▶ [Work order]
Below are records to be copied exactly; their pictures are to be omitted.

▶ [Dataset entries]
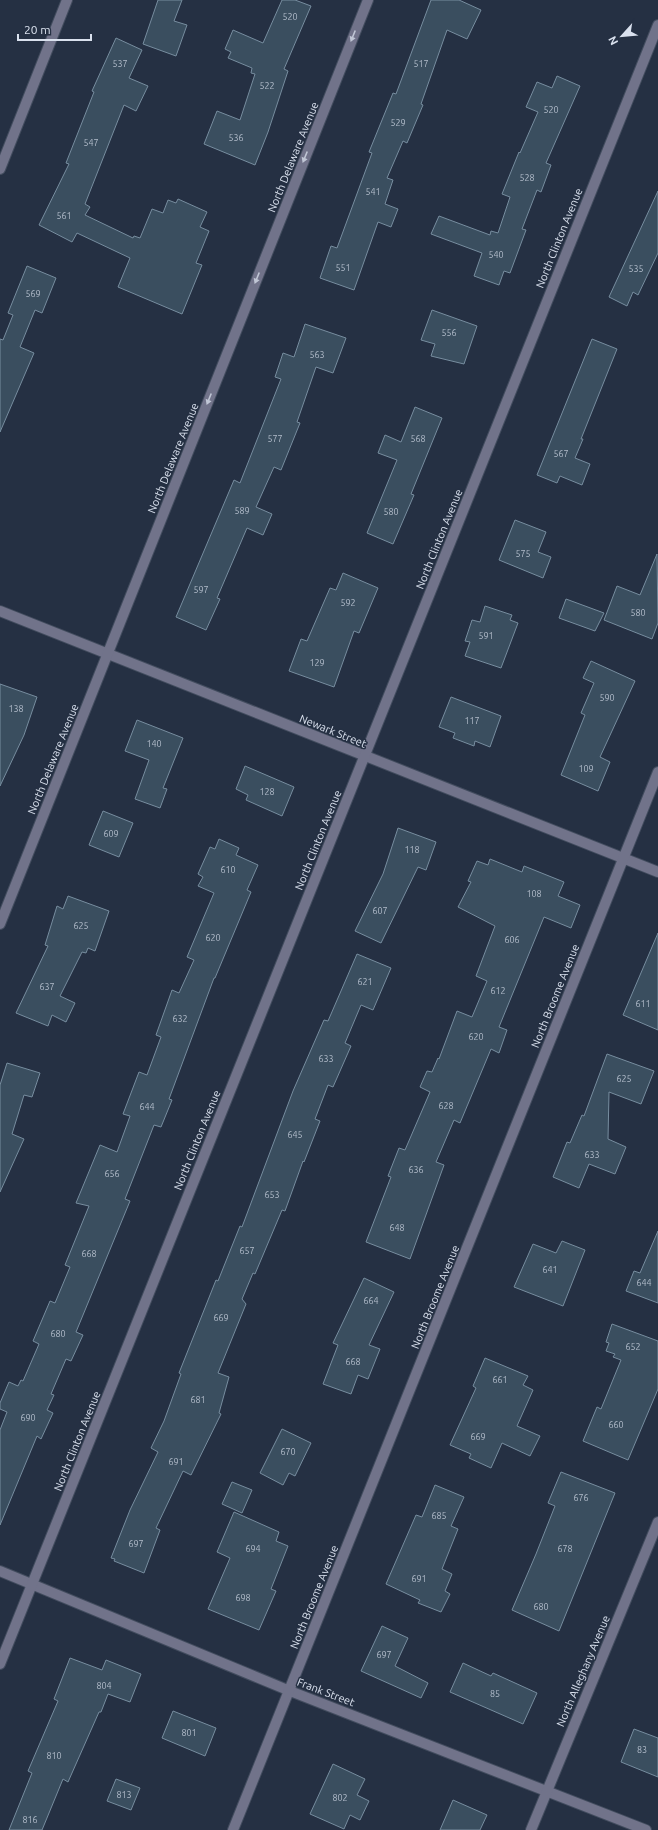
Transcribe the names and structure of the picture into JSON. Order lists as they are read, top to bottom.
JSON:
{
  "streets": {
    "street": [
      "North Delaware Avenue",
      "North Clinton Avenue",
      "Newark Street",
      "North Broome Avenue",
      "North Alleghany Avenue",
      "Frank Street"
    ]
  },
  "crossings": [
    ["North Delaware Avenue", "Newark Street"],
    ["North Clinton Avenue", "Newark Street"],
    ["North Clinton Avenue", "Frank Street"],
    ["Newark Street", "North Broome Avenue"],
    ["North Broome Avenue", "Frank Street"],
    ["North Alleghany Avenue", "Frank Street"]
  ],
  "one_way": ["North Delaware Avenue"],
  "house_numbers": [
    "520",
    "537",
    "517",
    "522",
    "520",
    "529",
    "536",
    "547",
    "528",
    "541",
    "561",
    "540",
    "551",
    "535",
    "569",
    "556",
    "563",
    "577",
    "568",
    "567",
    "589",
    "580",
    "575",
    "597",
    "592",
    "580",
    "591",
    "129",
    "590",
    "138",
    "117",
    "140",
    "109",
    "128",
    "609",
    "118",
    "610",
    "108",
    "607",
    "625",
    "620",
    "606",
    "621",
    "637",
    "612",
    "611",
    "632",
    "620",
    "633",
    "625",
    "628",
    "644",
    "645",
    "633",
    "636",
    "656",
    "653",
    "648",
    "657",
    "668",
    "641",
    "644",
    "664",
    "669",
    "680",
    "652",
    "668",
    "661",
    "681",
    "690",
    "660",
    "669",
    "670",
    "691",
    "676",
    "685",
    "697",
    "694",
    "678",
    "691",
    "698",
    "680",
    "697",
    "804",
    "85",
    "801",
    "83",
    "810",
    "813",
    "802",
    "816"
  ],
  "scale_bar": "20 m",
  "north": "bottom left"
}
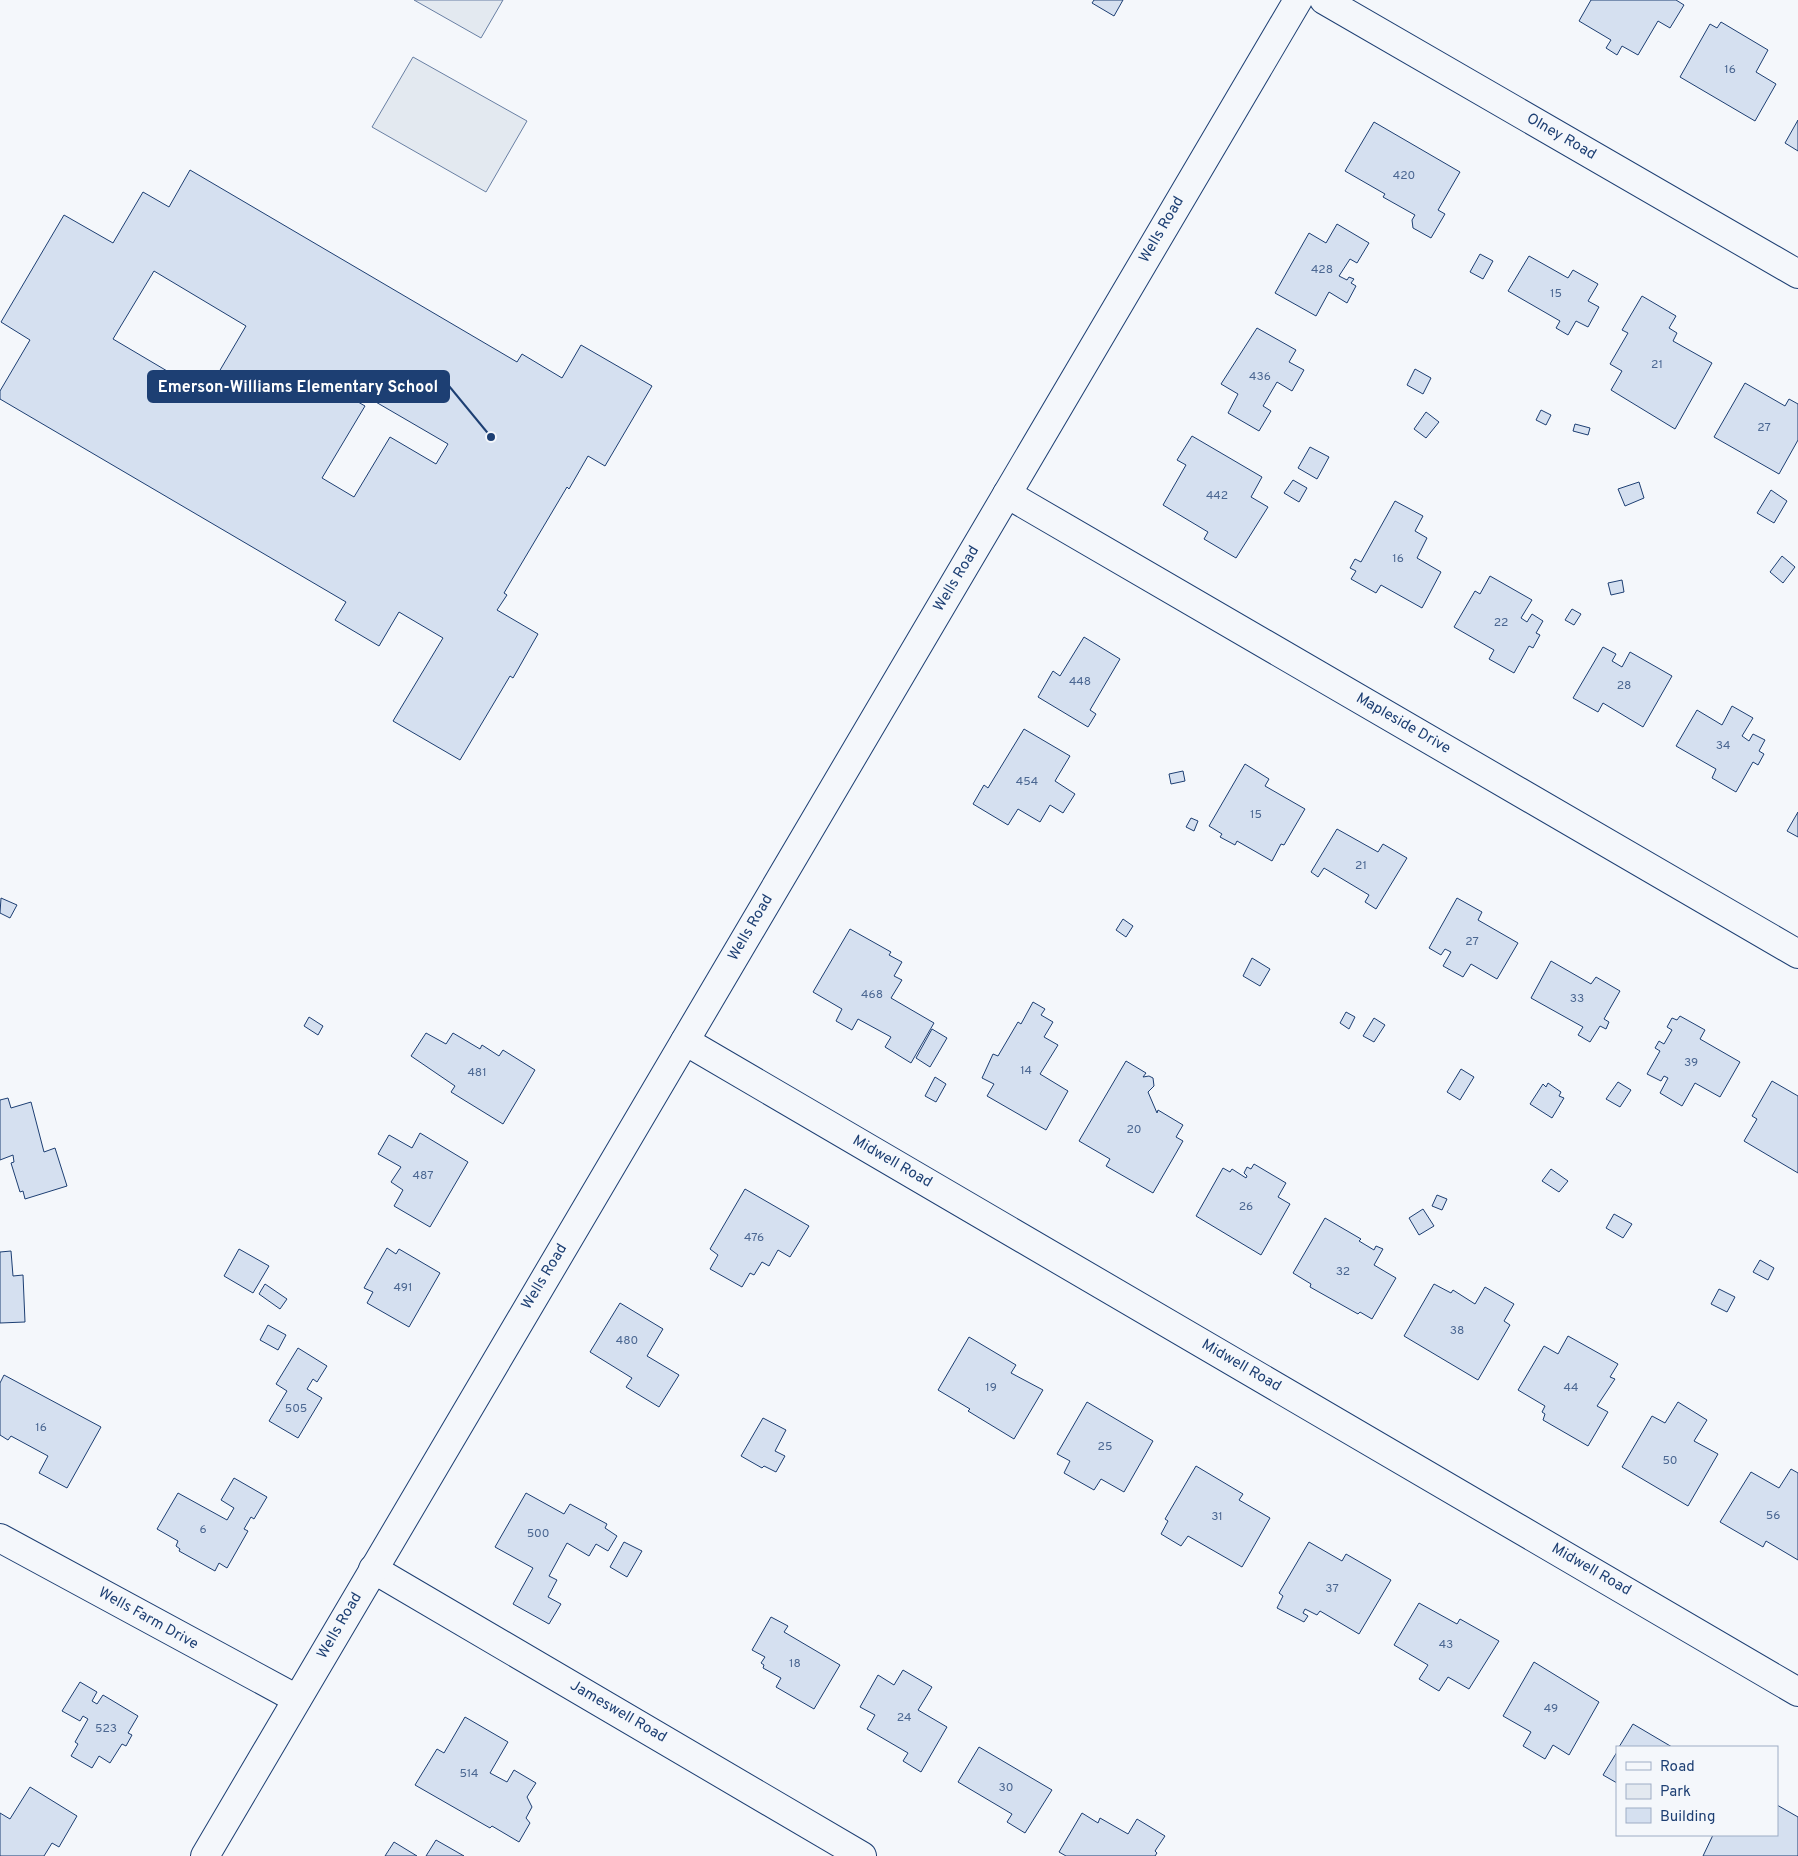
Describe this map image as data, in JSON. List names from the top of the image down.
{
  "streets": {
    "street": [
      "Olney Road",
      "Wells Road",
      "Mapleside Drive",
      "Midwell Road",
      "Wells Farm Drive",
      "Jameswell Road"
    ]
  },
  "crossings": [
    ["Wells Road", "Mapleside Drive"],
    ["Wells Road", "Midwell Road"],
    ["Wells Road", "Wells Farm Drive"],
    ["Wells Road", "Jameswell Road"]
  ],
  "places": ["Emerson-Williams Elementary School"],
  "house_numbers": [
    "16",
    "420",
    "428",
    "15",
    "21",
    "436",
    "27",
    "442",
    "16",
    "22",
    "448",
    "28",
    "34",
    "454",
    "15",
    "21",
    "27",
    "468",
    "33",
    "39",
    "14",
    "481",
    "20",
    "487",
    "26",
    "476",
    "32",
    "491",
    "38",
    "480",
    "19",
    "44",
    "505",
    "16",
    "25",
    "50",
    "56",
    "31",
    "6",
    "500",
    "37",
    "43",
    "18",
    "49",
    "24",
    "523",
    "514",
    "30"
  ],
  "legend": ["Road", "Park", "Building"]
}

▶ [Reply]
Transcribe the names and structure of the picture into JSON. Order lists as they are read, top to bottom.
JSON:
{
  "streets": {
    "street": [
      "North Delaware Avenue",
      "North Clinton Avenue",
      "Newark Street",
      "North Broome Avenue",
      "North Alleghany Avenue",
      "Frank Street"
    ]
  },
  "crossings": [
    ["North Delaware Avenue", "Newark Street"],
    ["North Clinton Avenue", "Newark Street"],
    ["North Clinton Avenue", "Frank Street"],
    ["Newark Street", "North Broome Avenue"],
    ["North Broome Avenue", "Frank Street"],
    ["North Alleghany Avenue", "Frank Street"]
  ],
  "one_way": ["North Delaware Avenue"],
  "house_numbers": [
    "520",
    "537",
    "517",
    "522",
    "520",
    "529",
    "536",
    "547",
    "528",
    "541",
    "561",
    "540",
    "551",
    "535",
    "569",
    "556",
    "563",
    "577",
    "568",
    "567",
    "589",
    "580",
    "575",
    "597",
    "592",
    "580",
    "591",
    "129",
    "590",
    "138",
    "117",
    "140",
    "109",
    "128",
    "609",
    "118",
    "610",
    "108",
    "607",
    "625",
    "620",
    "606",
    "621",
    "637",
    "612",
    "611",
    "632",
    "620",
    "633",
    "625",
    "628",
    "644",
    "645",
    "633",
    "636",
    "656",
    "653",
    "648",
    "657",
    "668",
    "641",
    "644",
    "664",
    "669",
    "680",
    "652",
    "668",
    "661",
    "681",
    "690",
    "660",
    "669",
    "670",
    "691",
    "676",
    "685",
    "697",
    "694",
    "678",
    "691",
    "698",
    "680",
    "697",
    "804",
    "85",
    "801",
    "83",
    "810",
    "813",
    "802",
    "816"
  ],
  "scale_bar": "20 m",
  "north": "bottom left"
}
Describe this map image as data, in JSON. List names from the top of the image down.
{
  "streets": {
    "street": [
      "Olney Road",
      "Wells Road",
      "Mapleside Drive",
      "Midwell Road",
      "Wells Farm Drive",
      "Jameswell Road"
    ]
  },
  "crossings": [
    ["Wells Road", "Mapleside Drive"],
    ["Wells Road", "Midwell Road"],
    ["Wells Road", "Wells Farm Drive"],
    ["Wells Road", "Jameswell Road"]
  ],
  "places": ["Emerson-Williams Elementary School"],
  "house_numbers": [
    "16",
    "420",
    "428",
    "15",
    "21",
    "436",
    "27",
    "442",
    "16",
    "22",
    "448",
    "28",
    "34",
    "454",
    "15",
    "21",
    "27",
    "468",
    "33",
    "39",
    "14",
    "481",
    "20",
    "487",
    "26",
    "476",
    "32",
    "491",
    "38",
    "480",
    "19",
    "44",
    "505",
    "16",
    "25",
    "50",
    "56",
    "31",
    "6",
    "500",
    "37",
    "43",
    "18",
    "49",
    "24",
    "523",
    "514",
    "30"
  ],
  "legend": ["Road", "Park", "Building"]
}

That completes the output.